Peptydy lepsze od kolagenu hydrolizowanego?
Rynek suplementów kolagenowych jest trochę jak rynek proszku do prania - produkty, które działają, są do siebie tak podobne, że wyjęte z opakowania będą nie do odróżnienia. Kolagen hydrolizowany, o którym wiemy z obserwacji naukowych, że działa, spełnia następujące kryteria:
- Jest pocięty w procesie hydrolizy na mniejsze kawałki
- Owe kawałki mają masę cząsteczkową nie większą niż 3000 Daltonów (im mniejsze, tym lepiej!)
W procesie trawienia nasz organizm rozkłada zdecydowaną większość suplementu do formy pojedynczych aminokwasów, ale drobny procent zostanie zaabsorbowany do krwiobiegu w formie interesującego di-peptydu, którym jest prolyl-hydroxyprolina (Pro-hyp). Pro-Hyp to dwa aminokwasy: prolina i hydroxyproliny powiązane ze sobą wiązaniem peptydowym.
Prolyl-hydroksyprolina nie występuje obficie w naturze. W ludzkim ciele jej zwiększone poziomy obserwowane są głównie w miejscach zranienia skóry i to obecność Pro-Hyp motywuje fibroblasty do zwiększonej produkcji kolagenu.
Czy możemy więc dostarczyć ciału zamiast pociętych kawałków kolagenu, bezpośrednio samą Pro-Hyp jako wyizolowany "peptyd"? O ile jest to w teorii możliwe, nie ma konkretnych badań na ludziach, które potwierdzałyby skuteczność takiej kuracji pod kątem zwiększenia elastyczności skóry.
Firmy mamiące klientów obietnicami, że zamiast kolagenu wystarczy spożywać "peptydy", często nawet nie oferują peptydów, tylko suplementy składające się z aminokwasów... bo nie jest całkowicie błędem nazwać pojedynczy aminokwas "mono-peptydem". Podejrzewam, że próby promocji suplementów aminokwasowych pod etykietą "peptydów" wynika z faktu, że do ich produkcji możemy zatrudnić bakterie, co pozwala tworzyć suplementy wegańskie, na które jest zdecydowanie zapotrzebowanie.

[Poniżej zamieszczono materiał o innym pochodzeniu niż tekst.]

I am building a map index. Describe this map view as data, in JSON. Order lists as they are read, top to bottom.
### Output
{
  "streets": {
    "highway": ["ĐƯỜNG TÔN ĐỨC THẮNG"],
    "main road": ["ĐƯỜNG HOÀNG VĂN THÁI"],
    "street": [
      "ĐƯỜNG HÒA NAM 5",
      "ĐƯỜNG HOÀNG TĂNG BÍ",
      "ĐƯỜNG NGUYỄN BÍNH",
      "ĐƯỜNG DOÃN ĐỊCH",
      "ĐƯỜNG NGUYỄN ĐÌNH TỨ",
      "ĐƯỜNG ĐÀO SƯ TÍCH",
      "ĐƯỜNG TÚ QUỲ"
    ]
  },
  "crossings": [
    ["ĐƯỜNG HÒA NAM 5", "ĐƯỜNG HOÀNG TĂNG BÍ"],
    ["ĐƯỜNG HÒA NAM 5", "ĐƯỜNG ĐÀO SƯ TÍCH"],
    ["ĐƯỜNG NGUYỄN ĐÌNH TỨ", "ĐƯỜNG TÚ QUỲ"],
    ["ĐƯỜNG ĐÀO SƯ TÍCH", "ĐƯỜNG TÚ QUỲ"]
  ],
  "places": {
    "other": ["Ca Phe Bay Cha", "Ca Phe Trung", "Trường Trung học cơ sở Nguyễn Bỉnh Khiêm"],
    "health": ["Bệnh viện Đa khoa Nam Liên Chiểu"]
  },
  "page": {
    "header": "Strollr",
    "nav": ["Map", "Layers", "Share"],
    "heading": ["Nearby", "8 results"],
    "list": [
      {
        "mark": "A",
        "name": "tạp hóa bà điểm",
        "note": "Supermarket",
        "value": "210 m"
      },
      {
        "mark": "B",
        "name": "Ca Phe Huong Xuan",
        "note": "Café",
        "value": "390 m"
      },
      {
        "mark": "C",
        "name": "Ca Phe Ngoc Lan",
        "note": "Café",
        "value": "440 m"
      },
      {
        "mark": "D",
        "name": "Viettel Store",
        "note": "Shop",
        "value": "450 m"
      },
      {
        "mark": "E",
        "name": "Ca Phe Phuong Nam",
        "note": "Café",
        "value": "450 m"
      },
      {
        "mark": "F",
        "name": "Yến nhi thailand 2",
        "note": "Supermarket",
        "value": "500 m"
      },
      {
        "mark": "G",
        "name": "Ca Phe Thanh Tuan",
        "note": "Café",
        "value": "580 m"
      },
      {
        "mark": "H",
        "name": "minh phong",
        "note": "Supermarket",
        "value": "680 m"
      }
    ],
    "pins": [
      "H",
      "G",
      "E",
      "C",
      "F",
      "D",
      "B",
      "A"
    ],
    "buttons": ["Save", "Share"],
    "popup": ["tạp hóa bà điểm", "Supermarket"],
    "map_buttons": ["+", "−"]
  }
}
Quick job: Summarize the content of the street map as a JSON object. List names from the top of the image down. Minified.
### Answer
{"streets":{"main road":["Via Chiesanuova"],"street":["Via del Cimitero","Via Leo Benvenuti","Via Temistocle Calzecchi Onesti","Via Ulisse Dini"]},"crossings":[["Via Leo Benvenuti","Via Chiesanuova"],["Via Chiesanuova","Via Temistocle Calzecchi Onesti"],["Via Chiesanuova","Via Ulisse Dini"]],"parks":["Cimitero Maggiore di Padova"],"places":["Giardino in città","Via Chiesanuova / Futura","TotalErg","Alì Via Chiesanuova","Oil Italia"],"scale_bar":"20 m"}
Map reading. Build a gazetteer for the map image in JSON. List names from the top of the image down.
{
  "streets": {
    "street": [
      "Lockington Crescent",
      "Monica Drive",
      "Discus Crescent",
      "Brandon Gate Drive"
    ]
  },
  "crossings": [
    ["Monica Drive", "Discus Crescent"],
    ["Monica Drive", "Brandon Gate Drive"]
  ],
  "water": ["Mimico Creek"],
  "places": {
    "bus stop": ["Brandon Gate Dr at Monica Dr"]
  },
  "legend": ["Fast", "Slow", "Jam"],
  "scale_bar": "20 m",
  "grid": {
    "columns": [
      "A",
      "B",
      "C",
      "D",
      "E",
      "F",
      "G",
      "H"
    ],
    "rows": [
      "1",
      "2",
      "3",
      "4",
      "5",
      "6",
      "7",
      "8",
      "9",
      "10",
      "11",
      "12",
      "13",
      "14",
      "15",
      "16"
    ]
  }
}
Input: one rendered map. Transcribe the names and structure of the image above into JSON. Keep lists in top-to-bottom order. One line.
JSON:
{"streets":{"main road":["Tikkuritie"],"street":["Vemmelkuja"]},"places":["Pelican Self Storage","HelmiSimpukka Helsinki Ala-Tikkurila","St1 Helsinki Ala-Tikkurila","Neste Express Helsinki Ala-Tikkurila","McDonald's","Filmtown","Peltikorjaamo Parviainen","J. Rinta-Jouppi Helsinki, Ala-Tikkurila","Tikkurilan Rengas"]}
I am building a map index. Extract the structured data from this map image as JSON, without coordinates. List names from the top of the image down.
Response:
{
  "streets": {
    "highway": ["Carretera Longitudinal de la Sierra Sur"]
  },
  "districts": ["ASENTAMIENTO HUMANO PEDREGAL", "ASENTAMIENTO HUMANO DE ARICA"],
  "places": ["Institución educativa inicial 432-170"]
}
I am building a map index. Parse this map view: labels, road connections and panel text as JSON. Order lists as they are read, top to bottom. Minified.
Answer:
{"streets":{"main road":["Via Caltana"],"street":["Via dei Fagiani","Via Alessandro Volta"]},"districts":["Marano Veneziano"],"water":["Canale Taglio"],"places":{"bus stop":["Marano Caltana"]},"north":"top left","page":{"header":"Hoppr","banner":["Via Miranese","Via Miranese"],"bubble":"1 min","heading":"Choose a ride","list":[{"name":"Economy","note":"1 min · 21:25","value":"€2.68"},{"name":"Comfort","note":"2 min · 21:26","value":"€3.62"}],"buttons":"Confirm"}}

Sam pomysł na rozróżnianie między suplementem z "kolagenem hydrolizowanym" a suplementem z "peptydem kolagenowym" jest próbą ogłupienia klientów, bo kolagen ze swej natury jest peptydem, bo składa się z aminokwasów powiązanych ze sobą wiązaniem peptydowym. Kolagen hydrolizowany jest więc ze swej natury peptydem.
Na chwilę obecną nie da się nawet kupić na rynku suplementu zawierającego ów kluczowy di-peptyd jakim jest prolyl-hydroksyprolina: w najlepszym wypadku znajdziemy miks aminokwasów proliny, hydroxyproliny i glicyny.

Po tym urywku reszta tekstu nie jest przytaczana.